I gave cr4sh's post a quick response (something like 2 sentences) because his post was a very simple question. I try to answer very simple questions preferably with simple answers; I'm not perfect, but I do try. Others chose to carry on a mini-discussion on it... which is fine. I also have run into him in person before, and yes I am blatantly biased in replying to people from my own region with a small amount of higher priority than everyone else unless they post in here a lot and I can talk to them easily through other venues (as is the case with steeler). It has nothing to do with anything you're suggesting it does.
hey, compared to zelda hes ready to kick some tail..Donkey Kong has only like one or two good poke options, and he's not useless.
I should state however:Zelda was never useless in the first place, and predictability is the woe of a player not a character.

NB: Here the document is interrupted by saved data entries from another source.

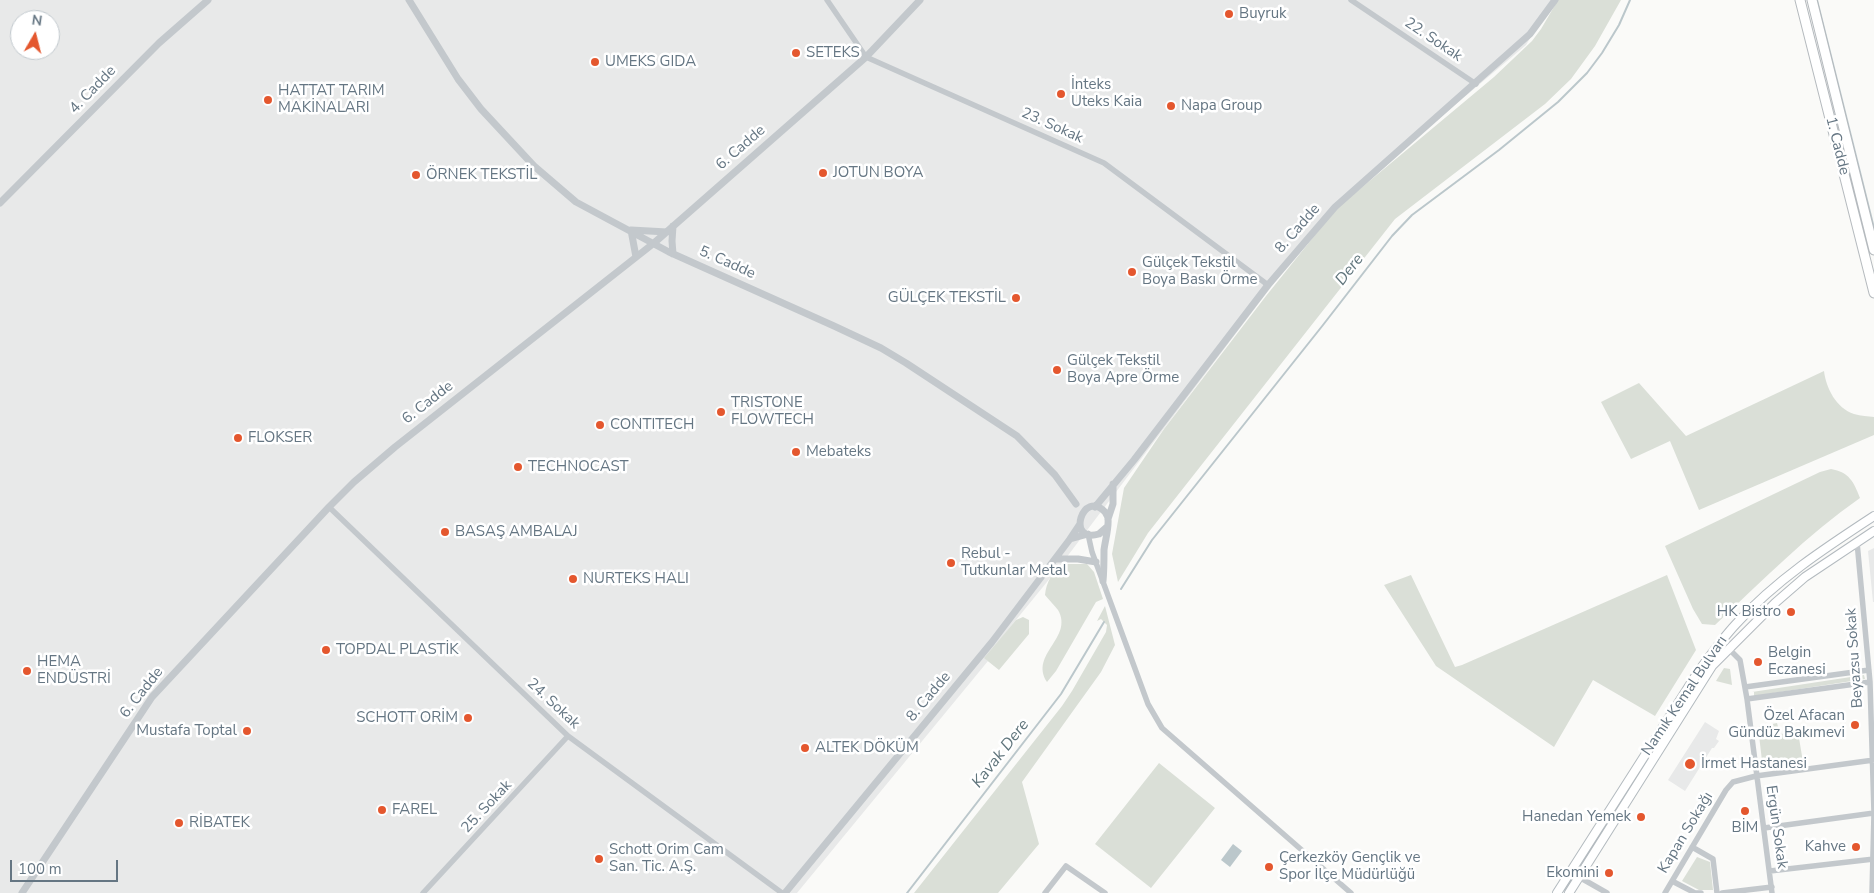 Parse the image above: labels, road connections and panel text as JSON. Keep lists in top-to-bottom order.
{
  "streets": {
    "main road": ["1. Cadde", "Namık Kemal Bulvarı"],
    "street": [
      "22. Sokak",
      "4. Cadde",
      "23. Sokak",
      "6. Cadde",
      "8. Cadde",
      "5. Cadde",
      "Beyazsu Sokak",
      "24. Sokak",
      "25. Sokak",
      "Ergün Sokak",
      "Kapan Sokağı"
    ]
  },
  "crossings": [
    ["22. Sokak", "8. Cadde"],
    ["23. Sokak", "6. Cadde"],
    ["23. Sokak", "8. Cadde"],
    ["6. Cadde", "5. Cadde"],
    ["6. Cadde", "24. Sokak"],
    ["8. Cadde", "24. Sokak"],
    ["Beyazsu Sokak", "Namık Kemal Bulvarı"],
    ["Beyazsu Sokak", "Kapan Sokağı"],
    ["Namık Kemal Bulvarı", "Ergün Sokak"],
    ["24. Sokak", "25. Sokak"],
    ["Ergün Sokak", "Kapan Sokağı"]
  ],
  "water": ["Dere", "Kavak Dere"],
  "places": [
    "Buyruk",
    "SETEKS",
    "UMEKS GIDA",
    "İnteks Uteks Kaia",
    "HATTAT TARIM MAKİNALARI",
    "Napa Group",
    "JOTUN BOYA",
    "ÖRNEK TEKSTİL",
    "Gülçek Tekstil Boya Baskı Örme",
    "GÜLÇEK TEKSTİL",
    "Gülçek Tekstil Boya Apre Örme",
    "TRISTONE FLOWTECH",
    "CONTITECH",
    "FLOKSER",
    "Mebateks",
    "TECHNOCAST",
    "BASAŞ AMBALAJ",
    "Rebul - Tutkunlar Metal",
    "NURTEKS HALI",
    "HK Bistro",
    "TOPDAL PLASTİK",
    "Belgin Eczanesi",
    "HEMA ENDÜSTRİ",
    "SCHOTT ORİM",
    "Özel Afacan Gündüz Bakımevi",
    "Mustafa Toptal",
    "ALTEK DÖKÜM",
    "İrmet Hastanesi",
    "FAREL",
    "BİM",
    "Hanedan Yemek",
    "RİBATEK",
    "Kahve",
    "Schott Orim Cam San. Tic. A.Ş.",
    "Çerkezköy Gençlik ve Spor İlçe Müdürlüğü",
    "Ekomini"
  ],
  "scale_bar": "100 m",
  "north": "top"
}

I think you meant Ganon's Jab right? I mean if you're just Jabbing to scout your opponent's unpredictable movements, you are extremely unlikely to get punished on reaction unless you're Ganon basically. Oh yeah, I mean of course, most characters have options that outspace or outprioritize Jabs in general, but if you just single Jab at someone who is camping with run speed like Sheik, that's not particularly unsafe.Even jabs are frequently very unsafe on whiff...

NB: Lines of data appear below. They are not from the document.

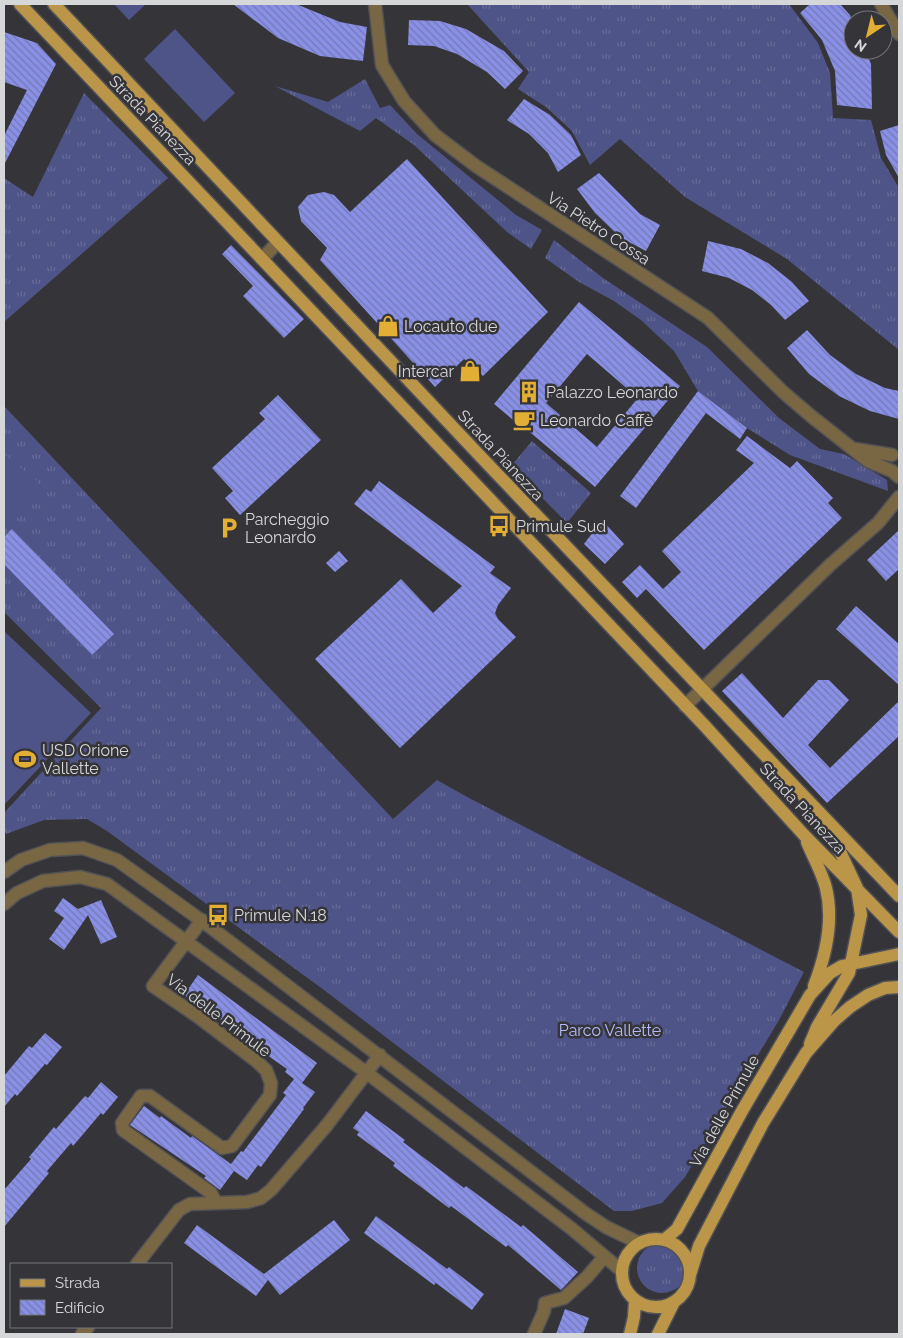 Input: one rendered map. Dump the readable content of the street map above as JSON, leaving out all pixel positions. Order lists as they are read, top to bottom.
{
  "streets": {
    "main road": ["Strada Pianezza", "Via delle Primule"],
    "street": ["Via Pietro Cossa"]
  },
  "crossings": [
    ["Strada Pianezza", "Via delle Primule"]
  ],
  "parks": ["Parco Vallette"],
  "places": {
    "shop": ["Locauto due", "Intercar"],
    "building": ["Palazzo Leonardo"],
    "cafe": ["Leonardo Caffè"],
    "bus stop": ["Primule Sud", "Primule N.18"],
    "parking": ["Parcheggio Leonardo"],
    "sports": ["USD Orione Vallette"]
  },
  "legend": ["Strada", "Edificio"],
  "north": "bottom left"
}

Quite ironically enough, Din's Fire is really good against Metaknight's recovery, since Metaknight doesn't clash hits with most of his moves, and because it stops him from gliding with impunity.Din's Fire itself, to move back to that, has other uses. In terms of actually hitting with it in singles, I think of it as an anti-commitment move. Basically, the opponent really doesn't want to do anything that can be punished by Din's Fire. Some recoveries are a lot trickier if Zelda is putting a Din's out there in a smart way; just imagine recovering as Link with a Din's Fire ready to explode on top of the best place to Spin Attack. Stuff like using plunging dairs for mobility is scarier than usual against Zelda because that can entail some big commitment, and she can hit in places most characters have to take far more time to hit with Din's Fire. All around, this is probably less than what other projectiles can do; it hits harder than average, but many others can do this sort of job, and usually they can do many other jobs. However, Zelda is no projectile spamming character, and it's important to remember that what good this does for her still exists no matter how many other, better projectiles are in the game. Zelda would definitely be a less imposing character if Din's Fire simply were removed from her moveset; it would just be safer to do random stuff against her.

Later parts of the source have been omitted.